__Directions__
Every entry must appear in the answer exactly as it does here.

= Beginning of Section =

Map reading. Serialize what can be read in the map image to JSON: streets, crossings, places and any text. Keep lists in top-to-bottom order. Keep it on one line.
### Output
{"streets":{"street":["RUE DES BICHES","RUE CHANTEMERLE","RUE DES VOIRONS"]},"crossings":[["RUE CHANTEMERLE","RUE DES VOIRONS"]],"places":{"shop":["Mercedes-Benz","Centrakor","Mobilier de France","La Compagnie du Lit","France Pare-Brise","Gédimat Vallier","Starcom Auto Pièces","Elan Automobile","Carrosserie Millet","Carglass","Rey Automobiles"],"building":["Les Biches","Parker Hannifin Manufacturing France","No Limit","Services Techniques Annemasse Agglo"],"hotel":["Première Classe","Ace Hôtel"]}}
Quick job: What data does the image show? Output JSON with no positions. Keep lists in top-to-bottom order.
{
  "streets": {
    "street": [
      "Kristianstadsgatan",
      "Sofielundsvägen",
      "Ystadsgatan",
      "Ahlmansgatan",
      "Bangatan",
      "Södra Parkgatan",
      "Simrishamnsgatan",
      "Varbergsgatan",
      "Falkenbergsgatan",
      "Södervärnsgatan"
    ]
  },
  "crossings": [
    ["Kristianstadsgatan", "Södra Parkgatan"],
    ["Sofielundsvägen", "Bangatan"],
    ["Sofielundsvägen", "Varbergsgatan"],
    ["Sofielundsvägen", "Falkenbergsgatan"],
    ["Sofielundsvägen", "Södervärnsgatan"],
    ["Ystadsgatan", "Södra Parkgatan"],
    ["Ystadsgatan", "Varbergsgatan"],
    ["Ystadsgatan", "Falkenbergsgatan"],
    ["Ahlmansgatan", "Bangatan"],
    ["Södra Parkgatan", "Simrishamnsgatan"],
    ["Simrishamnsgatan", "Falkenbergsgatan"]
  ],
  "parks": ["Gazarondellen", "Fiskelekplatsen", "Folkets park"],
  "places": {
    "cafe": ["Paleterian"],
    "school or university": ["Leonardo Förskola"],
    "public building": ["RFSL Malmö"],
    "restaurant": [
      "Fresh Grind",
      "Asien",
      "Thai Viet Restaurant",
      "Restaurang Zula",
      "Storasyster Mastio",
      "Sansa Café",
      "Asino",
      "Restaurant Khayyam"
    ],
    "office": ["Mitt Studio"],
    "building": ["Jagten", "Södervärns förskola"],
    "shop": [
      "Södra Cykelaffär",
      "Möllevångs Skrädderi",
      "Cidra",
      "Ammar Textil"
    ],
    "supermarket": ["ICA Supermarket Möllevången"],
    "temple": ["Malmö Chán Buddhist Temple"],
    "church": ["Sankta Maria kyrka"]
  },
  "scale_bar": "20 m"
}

= End of Section =

__Task answer__
Map reading. Serialize what can be read in the map image to JSON: streets, crossings, places and any text. Keep lists in top-to-bottom order. Keep it on one line.
### Output
{"streets":{"street":["RUE DES BICHES","RUE CHANTEMERLE","RUE DES VOIRONS"]},"crossings":[["RUE CHANTEMERLE","RUE DES VOIRONS"]],"places":{"shop":["Mercedes-Benz","Centrakor","Mobilier de France","La Compagnie du Lit","France Pare-Brise","Gédimat Vallier","Starcom Auto Pièces","Elan Automobile","Carrosserie Millet","Carglass","Rey Automobiles"],"building":["Les Biches","Parker Hannifin Manufacturing France","No Limit","Services Techniques Annemasse Agglo"],"hotel":["Première Classe","Ace Hôtel"]}}
Quick job: What data does the image show? Output JSON with no positions. Keep lists in top-to-bottom order.
{
  "streets": {
    "street": [
      "Kristianstadsgatan",
      "Sofielundsvägen",
      "Ystadsgatan",
      "Ahlmansgatan",
      "Bangatan",
      "Södra Parkgatan",
      "Simrishamnsgatan",
      "Varbergsgatan",
      "Falkenbergsgatan",
      "Södervärnsgatan"
    ]
  },
  "crossings": [
    ["Kristianstadsgatan", "Södra Parkgatan"],
    ["Sofielundsvägen", "Bangatan"],
    ["Sofielundsvägen", "Varbergsgatan"],
    ["Sofielundsvägen", "Falkenbergsgatan"],
    ["Sofielundsvägen", "Södervärnsgatan"],
    ["Ystadsgatan", "Södra Parkgatan"],
    ["Ystadsgatan", "Varbergsgatan"],
    ["Ystadsgatan", "Falkenbergsgatan"],
    ["Ahlmansgatan", "Bangatan"],
    ["Södra Parkgatan", "Simrishamnsgatan"],
    ["Simrishamnsgatan", "Falkenbergsgatan"]
  ],
  "parks": ["Gazarondellen", "Fiskelekplatsen", "Folkets park"],
  "places": {
    "cafe": ["Paleterian"],
    "school or university": ["Leonardo Förskola"],
    "public building": ["RFSL Malmö"],
    "restaurant": [
      "Fresh Grind",
      "Asien",
      "Thai Viet Restaurant",
      "Restaurang Zula",
      "Storasyster Mastio",
      "Sansa Café",
      "Asino",
      "Restaurant Khayyam"
    ],
    "office": ["Mitt Studio"],
    "building": ["Jagten", "Södervärns förskola"],
    "shop": [
      "Södra Cykelaffär",
      "Möllevångs Skrädderi",
      "Cidra",
      "Ammar Textil"
    ],
    "supermarket": ["ICA Supermarket Möllevången"],
    "temple": ["Malmö Chán Buddhist Temple"],
    "church": ["Sankta Maria kyrka"]
  },
  "scale_bar": "20 m"
}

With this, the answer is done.